Search This Blog

Yesteryear

Tuesday, August 19, 2008

August 19, 2008

           Do you know who this is? Who wouldn’t love a face like that? The very picture of loyalty. Fooled you, this is not Millie-Belle. This picture was taken in Colorado approximately four months ago. We don’t have green lawns like that in Florida, at least not much. This doggie is none other than Benjamin, Marion’s dog she rescued from the animal shelter.
           Since there was not much action today, here is a collection of facts that pertain to this year, 2008. Which country has the highest crime rate? New Zealand. (The US ranks 8th.) The highest murder rate? Columbia. (US ranks 26th.) The least corrupt?
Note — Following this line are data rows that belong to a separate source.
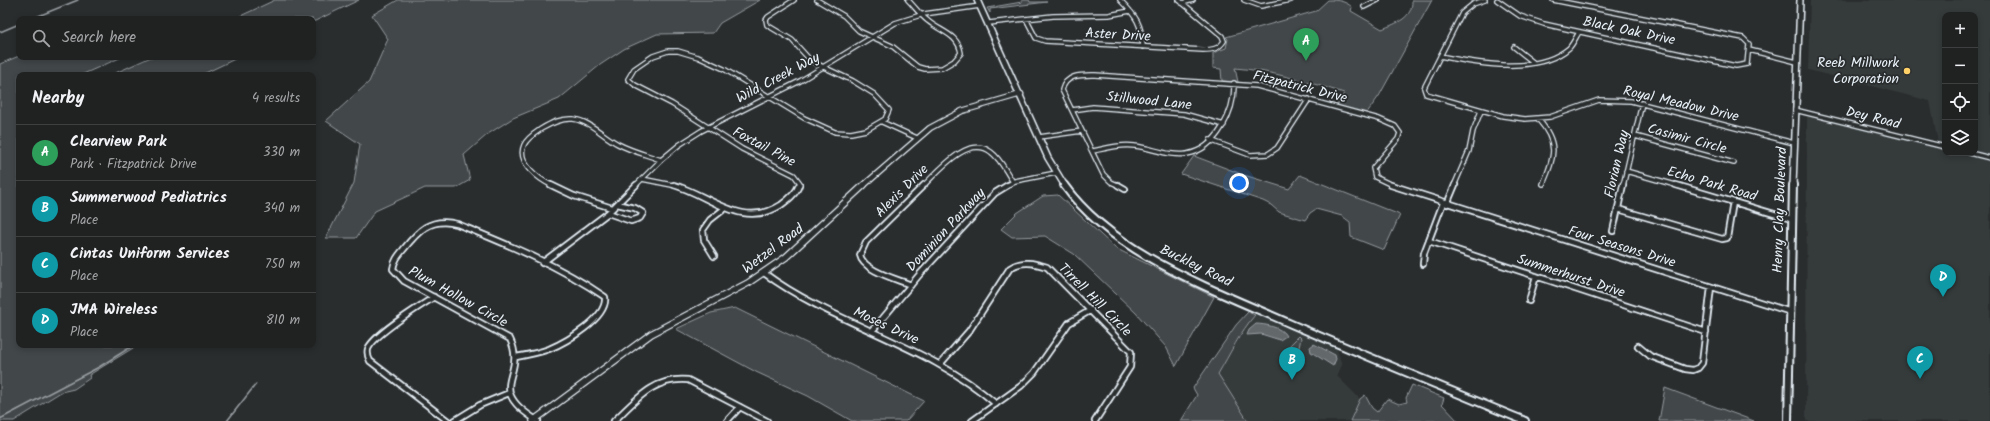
<!DOCTYPE html>
<html lang="en">
<head>
<meta charset="utf-8">
<style>
  body { margin:0; font-family:Kalam,sans-serif; background:#2d2f2f; color:#f1f3f6 }
  .controls { position:absolute; right:12px; top:12px; display:grid; overflow:hidden; border-radius:8px; box-shadow:0 2px 6px #0003 }
  .controls button { width:36px; height:36px; display:grid; place-items:center; padding:0; border:0; border-bottom:1px solid #3d3f40; background:#202222; color:#f1f3f6; font:20px sans-serif }
  .you { position:absolute; left:1239px; top:183px; width:14px; height:14px; margin:-10px; border:3px solid #fff; border-radius:50%; background:#1a73e8; box-shadow:0 0 0 6px #1a73e833 }
  .badge { display:grid; place-items:center; width:26px; height:26px; border-radius:50%; background:#ffd166; color:#fff; font-size:13px; font-weight:700 }
  .pin { position:absolute; translate:-50% -33px; filter:drop-shadow(0 1px 2px #0008) }
  .pin::after { content:''; position:absolute; top:21px; width:14px; height:12px; background:inherit; clip-path:polygon(0 0,100% 0,50% 100%) }
  .list { margin:0; padding:0; list-style:none }
  h2 { display:flex; justify-content:space-between; align-items:center; height:52px; margin:0; padding:0 16px; font-size:17px }
  h2 small { font-size:13px; font-weight:400; color:#a2a4a5 }
  .list li { display:grid; grid-template-columns:26px 1fr auto; gap:12px; align-items:center; box-sizing:border-box; height:56px; padding:0 16px; border-top:1px solid #3d3f40 }
  .list b { display:block; font-size:15px; white-space:nowrap }
  .list p { margin:0; font-size:13px; white-space:nowrap; color:#a2a4a5 }
  .list em { font-size:13px; font-style:normal; color:#a2a4a5 }
  .icon { flex:none; width:22px; height:22px; fill:none; stroke:currentColor; stroke-width:2; stroke-linecap:round; stroke-linejoin:round }
  .map { position:relative; flex:none; width:1990px; height:421px; overflow:hidden }
  .search { position:absolute; background:#202222; box-shadow:0 2px 6px #0003; left:16px; top:16px; width:300px; height:44px; display:flex; align-items:center; gap:10px; box-sizing:border-box; padding:0 14px; border-radius:8px; color:#a2a4a5; font-size:15px }
  .panel { position:absolute; background:#202222; box-shadow:0 2px 6px #0003; left:16px; top:72px; width:300px; height:276px; border-radius:8px }
  .map>svg:first-child { display:block }
  .built { fill:#363a3b }
  .green { fill:#424648; stroke:#959ca0 }
  .water { fill:#63686b; stroke:#989fa3 }
  .lines { fill:none; stroke-linecap:round; stroke-linejoin:round }
  .stream { stroke:#989fa3; stroke-width:1.5 }
  .minor-far1-casing { stroke:#e8f1f8; stroke-width:6 }
  .minor-casing { stroke:#e8f1f8; stroke-width:8 }
  .tertiary-far1-casing { stroke:#e8f1f8; stroke-width:7 }
  .tertiary-casing { stroke:#e8f1f8; stroke-width:8 }
  .secondary-far1-casing { stroke:#e8f1f8; stroke-width:8 }
  .secondary-casing { stroke:#e8f1f8; stroke-width:10 }
  .minor-far1 { stroke:#2a2d2e; stroke-width:3.5 }
  .minor { stroke:#2a2d2e; stroke-width:4.5 }
  .tertiary-far1 { stroke:#2a2d2e; stroke-width:4.5 }
  .tertiary { stroke:#2a2d2e; stroke-width:5.5 }
  .secondary-far1 { stroke:#2a2d2e; stroke-width:5 }
  .secondary { stroke:#2a2d2e; stroke-width:6 }
  .poi-dot { fill:#ffd166; stroke:#2a2d2e; stroke-width:1.5 }
  .labels { text-anchor:middle; dominant-baseline:central; stroke-width:3.5; stroke-linejoin:round; paint-order:stroke }
  .street-label { font-size:14px; fill:#e8f1f8; stroke:#2a2d2e }
  .poi-label { font-size:14px; fill:#e8f1f8; stroke:#2a2d2e; text-anchor:end }
</style>
</head>
<body>
<div class="map">
<svg width="1990" height="421" viewBox="0 0 1990 421">
  <rect width="100%" height="100%" fill="#2a2d2e"/>
  <filter id="ink" filterUnits="userSpaceOnUse"><feTurbulence type="fractalNoise" baseFrequency=".025" numOctaves="2"/><feDisplacementMap in="SourceGraphic" scale="8" xChannelSelector="R" yChannelSelector="G"/><feConvolveMatrix kernelMatrix="1 2 1 2 8 2 1 2 1" color-interpolation-filters="sRGB"/></filter>
  <g filter="url(#ink)">
    <path class="built" d="M1810,0H1990V156L1975,152V15H1945V145L1938,143L1930,101L1808,70Z
      M1813,116L1945,149V153H1963L1990,160V421H1806L1807,117Z
      M1257,314L1337,349L1342,365L1337,376L1360,399L1350,421H1248L1218,374L1240,337L1243,328Z"/>
    <path class="green" d="M275,0H359L313,22V19H234Z
      M398,0H760L720,23L713,33L657,34L624,49L600,65L559,99L513,118L488,134L464,155L470,180L456,188H425L375,211L356,238H326L354,183L360,144L326,121L369,82L388,39L372,15Z
      M1022,0H1029L1030,2H1047L990,9V13L987,8L1022,2Z
      M1328,0C1338,0 1345,1 1352,7L1351,11L1382,29C1397,23 1413,18 1412,0H1432L1379,96L1366,114L1337,106L1344,93C1308,82 1273,71 1235,68L1238,82L1222,81L1221,69L1213,68V53L1226,48L1228,39L1226,37L1316,11Z
      M19,56L122,57L81,75H19V345H138L89,375L90,378L74,389L61,392L14,421H0V64Z
      M151,57H239L201,75H111Z
      M1194,156L1244,175L1289,189L1300,175L1400,215L1384,250L1351,237L1350,222L1342,216L1316,209L1310,213L1305,220L1279,212L1271,205L1263,201L1181,174Z
      M1058,195L1115,248L1214,297L1176,366L1166,347L1136,313L1074,254L1045,236L1012,237L1001,229L1017,213L1043,196Z
      M735,308L924,401L906,421H852L808,396L756,372L676,329L711,313Z
      M1248,312L1255,315C1240,332 1230,354 1218,374L1248,421H1181L1197,395L1193,388L1236,325Z
      M1299,336L1301,338L1298,352L1290,353L1288,350V347Z
      M1412,385L1444,398L1442,404L1458,421H1350L1360,399L1365,395L1372,408L1377,412L1387,399L1399,404L1407,402L1406,398Z
      M1665,388L1754,421H1659Z"/>
    <path class="water" d="M1256,324C1264,324 1282,327 1286,336L1280,340L1261,334L1247,335L1249,330Z
      M1314,344L1335,355L1336,359L1333,366L1311,352L1310,347Z"/>
    <g class="lines">
      <path class="stream" d="M31,19L78,0
        M0,32L19,24
        M0,419L99,367L134,345
        M227,421L256,384"/>
      <defs>
        <path id="minor-far1" d="M794,0L768,17L766,20L767,25L792,40L811,61L853,81L874,94L889,110L885,119L866,130L851,133L835,132L804,118L724,69L698,57L678,51H668L653,56L634,69L628,79L635,85L672,104L742,149L794,175L800,183L799,186
          M817,0L844,16L859,31L892,46L918,67L925,69L942,68L954,61L961,53C958,34 941,32 928,21C920,15 915,7 908,0
          M1120,0C1136,16 1142,24 1143,47
          M1244,0L1261,6L1291,0
          M1485,0L1473,4L1462,13L1424,88L1426,94L1503,116L1525,119L1550,117L1599,100L1631,101L1794,143
          M1497,0L1520,16L1544,24L1736,66L1747,64L1749,44L1743,38L1553,0
          M1182,3L1193,0
          M1364,7L1378,0
          M1026,19L1036,38L1045,41L1203,50C1212,50 1219,49 1224,41L1222,36L1179,0
          M989,23L1053,16L1109,15L1130,11
          M1514,47L1533,62
          M1749,50L1797,62
          M1440,56C1478,64 1537,75 1569,48C1573,44 1576,37 1579,32
          M1072,110L1093,107L1184,114L1224,125
          M1795,110L1945,147
          M1538,119C1559,143 1555,156 1543,184
          M882,122L917,138
          M1635,136L1734,163
          M1039,137L1082,131
          M1210,140L1250,155L1268,154L1277,148L1309,99
          M1093,151C1107,148 1121,144 1135,146C1152,148 1170,157 1187,154C1217,149 1235,111 1234,83
          M1970,153L1990,158
          M1626,171L1679,186
          M642,179L677,186
          M553,186C540,180 516,163 524,145C527,138 535,133 541,129C551,123 561,118 573,119C590,121 603,136 618,144C631,151 647,155 661,160
          M635,186L661,160L679,145L701,131L800,81L895,23L924,14L980,6
          M923,186C938,172 968,134 991,152C1001,159 1006,172 1013,182
          M1006,186L1015,181L1056,173
          M1120,186L1111,182L1103,174L1062,90C1066,74 1081,75 1095,75L1257,86L1379,119L1395,126L1400,133L1398,139L1373,168L1375,177L1394,186
          M1454,186L1469,151L1473,131L1481,111
          M1623,186L1642,103"/>
        <path id="minor" d="M551,185L574,196L612,208
          M674,185C710,195 742,230 781,205C788,200 796,194 799,185
          M1118,185L1125,189
          M1391,185L1791,312
          M1676,185L1791,219
          M1447,204L1455,185
          M1618,209L1722,239L1727,238L1733,202
          M608,213L631,221L640,218L643,213L635,208L617,204
          M1613,231L1623,185
          M1429,241L1706,332
          M714,256L704,240L703,230L710,220L724,209
          M542,263L608,213L636,185
          M1423,264L1424,253L1443,203
          M764,273C836,326 928,344 996,404
          M911,285C897,279 863,271 860,255L866,242L924,185
          M434,297C420,306 373,335 368,349C367,353 368,357 370,361L448,421
          M1529,301L1536,276
          M872,331L920,274L995,193L1008,185
          M1638,346L1650,356L1685,369L1693,370L1698,368L1702,363L1711,287
          M516,357C527,355 538,353 549,349C566,342 608,318 605,297C560,266 507,244 457,224C430,217 418,231 403,250C398,256 394,261 393,269L404,281L510,339C528,376 482,387 538,421
          M941,363L969,331L1010,268C1022,260 1034,263 1047,267L1131,352L1130,367L1095,421
          M454,421L480,405L509,393
          M614,421C637,399 654,377 688,380L767,421
          M727,421L740,407
          M972,421L1021,386L1034,373L1069,323L1091,310"/>
        <path id="tertiary-far1" d="M863,186L930,128L962,111L1021,94"/>
        <path id="tertiary" d="M533,421L651,334L748,283L786,257L864,185"/>
        <path id="secondary-far1" d="M977,0L1048,158L1065,186
          M1793,186L1800,0"/>
        <path id="secondary" d="M1064,185C1114,255 1215,290 1291,324C1368,357 1447,389 1525,421
          M1788,421L1793,185"/>
      </defs>
      <use href="#minor-far1" class="minor-far1-casing"/>
      <use href="#minor" class="minor-casing"/>
      <use href="#tertiary-far1" class="tertiary-far1-casing"/>
      <use href="#tertiary" class="tertiary-casing"/>
      <use href="#secondary-far1" class="secondary-far1-casing"/>
      <use href="#secondary" class="secondary-casing"/>
      <use href="#minor-far1" class="minor-far1"/>
      <use href="#minor" class="minor"/>
      <use href="#tertiary-far1" class="tertiary-far1"/>
      <use href="#tertiary" class="tertiary"/>
      <use href="#secondary-far1" class="secondary-far1"/>
      <use href="#secondary" class="secondary"/>
    </g>
  </g>
  <circle class="poi-dot" cx="1907" cy="71" r="4"/>
  <g class="labels">
    <g class="street-label">
      <text transform="translate(1629 31) rotate(12)">Black Oak Drive</text>
      <text transform="translate(1118 35) rotate(3)">Aster Drive</text>
      <text transform="translate(778 78) rotate(-28)">Wild Creek Way</text>
      <text transform="translate(1300 87) rotate(14)">Fitzpatrick Drive</text>
      <text transform="translate(1149 101) rotate(6)">Stillwood Lane</text>
      <text transform="translate(1681 104) rotate(13)">Royal Meadow Drive</text>
      <text transform="translate(1873 118) rotate(14)">Dey Road</text>
      <text transform="translate(1687 139) rotate(15)">Casimir Circle</text>
      <text transform="translate(764 147) rotate(28)">Foxtail Pine</text>
      <text transform="translate(1617 164) rotate(-77)">Florian Way</text>
      <text transform="translate(1712 184) rotate(16)">Echo Park Road</text>
      <text transform="translate(902 191) rotate(-45)">Alexis Drive</text>
      <text transform="translate(1780 210) rotate(-88)">Henry Clay Boulevard</text>
      <text transform="translate(946 230) rotate(-47)">Dominion Parkway</text>
      <text transform="translate(1622 247) rotate(17)">Four Seasons Drive</text>
      <text transform="translate(773 249) rotate(-37)">Wetzel Road</text>
      <text transform="translate(1196 266) rotate(26)">Buckley Road</text>
      <text transform="translate(1571 276) rotate(18)">Summerhurst Drive</text>
      <text transform="translate(458 297) rotate(29)">Plum Hollow Circle</text>
      <text transform="translate(1095 300) rotate(45)">Tirrell Hill Circle</text>
      <text transform="translate(886 326) rotate(25)">Moses Drive</text>
    </g>
    <g class="poi-label">
      <text x="1899" y="63">Reeb Millwork<tspan x="1899" dy="16">Corporation</tspan></text>
    </g>
  </g>
</svg>
<div class="controls">
<button>+</button>
<button>−</button>
<button><svg class="icon" aria-label="locate" viewBox="0 0 24 24"><circle cx="12" cy="12" r="6"/><path d="M12 2v4M12 18v4M2 12h4M18 12h4"/></svg></button>
<button><svg class="icon" aria-label="layers" viewBox="0 0 24 24"><path d="M12 4l9 5-9 5-9-5zM3 14l9 5 9-5"/></svg></button>
</div>
<div class="you"></div>
<div class="pin badge" style="left:1306px;top:61px;background:#2e9e5b">A</div>
<div class="pin badge" style="left:1292px;top:380px;background:#0f9aa8">B</div>
<div class="pin badge" style="left:1920px;top:379px;background:#0f9aa8">C</div>
<div class="pin badge" style="left:1943px;top:297px;background:#0f9aa8">D</div>
<div class="search"><svg class="icon" aria-label="search" viewBox="0 0 24 24"><circle cx="10" cy="10" r="6"/><path d="M15 15l6 6"/></svg>Search here</div>
<section class="panel">
<h2>Nearby<small>4 results</small></h2>
<ul class="list">
<li><span class="badge" style="background:#2e9e5b">A</span><div><b>Clearview Park</b><p>Park · Fitzpatrick Drive</p></div><em>330 m</em></li>
<li><span class="badge" style="background:#0f9aa8">B</span><div><b>Summerwood Pediatrics</b><p>Place</p></div><em>340 m</em></li>
<li><span class="badge" style="background:#0f9aa8">C</span><div><b>Cintas Uniform Services</b><p>Place</p></div><em>750 m</em></li>
<li><span class="badge" style="background:#0f9aa8">D</span><div><b>JMA Wireless</b><p>Place</p></div><em>810 m</em></li>
</ul>
</section>
</div>
</body>
</html>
Iceland. (Canada refused to participate in the survey but is estimated at between 6th and 9th, the US came in at 30th.) [Author’s note: the charging of extra fees to “expedite” applications, whether by an individual or a department, is not considered corruption in Canada, and in fact these fees are often blatantly posted on the wall. In the US, only the passport office does this to the same degree.]
           Today, in the USA, there are 81,420,000 cats. Of all those, I got Pudding-Tat. In Singapore, 100% of the population lives in a city. Germany lost 116,000 aircraft in WWII. Harry Potter, the series, has sold 375,000,000 books, outranking the Bible in all of history. As the media continues to hone its definitions, I’m sure we’ll see plenty more of this Potter-type of record. Musically, the Beatles best single, “Hey Jude” sold just 4,000,000. Mind you, the Beatles still hold the record top albums, at 19. Second prize goes to Elvis at a mere 10. As pointed out elsewhere, Clapton and Hendrix don’t even rate in the top 200, being mere flashes in the pan.
           The German airplanes is a suspect figure. I didn’t know they had produced so many, and I know that number were not shot down. That would have produced the unbelievable total of some 20,000 Allied aces. The number must include aircraft lost by other means than air combat. The Maldives, an island nation in the Indian Ocean, averages 7.8 feet above sea level. That beats Key West. Was it the Maldives that thought they were sinking until somebody concluded it was the ocean rising?
           I was taking a closer look at data mining when I came across a book of facts about the year 2008. Interesting, because that year has not yet finished occurring. It covered stuff like the above which is not likely to change much. From time to time, I play a round of Ridiculist, a computer chat game I’ve previously mentioned. I had to smile at the number of questions that used the very book I was holding as a reference.
           Allow me to clear up a misconception about data mining. It is not anything new, the only difference is that the process has become computerized. Data mining is nothing more than going over masses of information looking for useful patterns, or in some cases just any patterns. It used to be done by hand, for example, when I authored my (not yet famous) annual report of the most successful families at the phone company, it was largely based on a count of surnames on the roster.
           By matching that tally to the published union pay rates, it was possible to calculate which families had the highest payroll. For the curious, the record was a family with 472 members with a combined income of over $1,000,000 per month. I can’t recall the name but it was something like “LeBlanc”. And that doesn’t even include related women whose surnames had changed through marriage.
           Databases are a data mining dream, as they purportedly contain columns of unique (normalized) information. It is child’s play to develop queries that amalgamate these columns into patterns. The technique will always suffer from operator errors. Although I have not found any examples, I am certain that advanced data mining is heavily dependent on statistical theories. And that is why I think you should use a fake name on your grocery card. I was unable to find any upper level information on the state of data mining as it currently exists. Another one of those “computer” operations that they don’t want any outsiders knowing exactly what is going on.